Falsche Ziele
Wieso so Vieles schief geht
 
Je weniger Menschenkenntnis jemand hat, umso abhängiger wird er von Bewertungen, Tests, Umfragen, Rangfolgen. Eigenes Urteilsvermögen wird durch die Urteile Anderer ersetzt. Dass diese vielleicht ganz andere Kriterien für ihre Urteile haben, fällt dabei häufig unter den Tisch. Deshalb wird in wissenschaftlichen Arbeiten immer auch die Fragestellung und der Versuchsaufbau beschrieben, damit man nachvollziehen kann, wie es zu den Ergebnissen kam und welche Aussagekraft sie haben.

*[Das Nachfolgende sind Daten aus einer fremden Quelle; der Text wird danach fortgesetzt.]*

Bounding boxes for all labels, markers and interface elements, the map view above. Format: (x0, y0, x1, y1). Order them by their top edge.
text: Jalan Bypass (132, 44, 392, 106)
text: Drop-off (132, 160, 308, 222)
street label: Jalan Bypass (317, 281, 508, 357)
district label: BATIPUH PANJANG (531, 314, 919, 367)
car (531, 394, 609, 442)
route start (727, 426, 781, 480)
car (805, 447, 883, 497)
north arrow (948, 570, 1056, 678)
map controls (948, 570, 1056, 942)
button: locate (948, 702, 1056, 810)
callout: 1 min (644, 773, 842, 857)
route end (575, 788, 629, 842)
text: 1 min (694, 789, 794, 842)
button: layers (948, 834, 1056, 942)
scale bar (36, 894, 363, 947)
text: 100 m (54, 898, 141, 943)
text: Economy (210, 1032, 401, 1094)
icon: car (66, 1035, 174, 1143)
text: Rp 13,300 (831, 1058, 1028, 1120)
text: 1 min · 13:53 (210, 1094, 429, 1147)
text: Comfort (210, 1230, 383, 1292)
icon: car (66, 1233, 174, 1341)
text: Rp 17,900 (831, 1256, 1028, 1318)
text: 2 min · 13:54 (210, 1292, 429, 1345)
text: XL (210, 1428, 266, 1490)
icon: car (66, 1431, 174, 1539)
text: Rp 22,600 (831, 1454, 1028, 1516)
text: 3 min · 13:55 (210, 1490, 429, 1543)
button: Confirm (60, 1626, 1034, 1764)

Bei Firmen und Behörden holt man sich Berater von Außen, wenn man selbst nicht recht weiß, was tun, statt auf die Mitarbeiter und die Kunden zu hören. Dass diese Berater von dem Betrieb  noch weniger Ahnung haben, als man selbst, wird dabei oft vergessen; auch, dass sie selbst in zunehmendem Maße Blender ohne eigene berufliche Erfahrung sind, die irgend welche Glaubenssätze der Wirtschaftswissenschaften umsetzen und sich dazu einer Sprache bedienen, die durch unscharfe, oft englische Begriffe mehr verschleiert, als erklärt, weiß jeder, der sich ein wenig mit der Materie beschäftigt hat.
Als Beispiel möge „Shareholder Value” dienen, was letztlich bedeutet, dass die Mitarbeiter für ihre Leistung schlechter gestellt werden, als die Geldgeber (Aktionäre), die in keiner Weise der Firma und deren Wohlergehen verpflichtet sind und ihr Geld jederzeit abziehen, wenn es woanders noch mehr Rendite zu geben scheint. Derjenige, der für die Firma arbeitet und dem ihr Wohl auch aus eigenem Interesse am Herzen liegt, ist dabei der Dumme, während derjenige der so viel Geld hat, dass er damit spekulieren kann, hofiert wird. Nicht die Firma, die Mitarbeiter, die Produkte und die Kunden sind wichtig, sondern nur das Wohl derjenigen, die ihr Geld durch Spekulation vermehren wollen.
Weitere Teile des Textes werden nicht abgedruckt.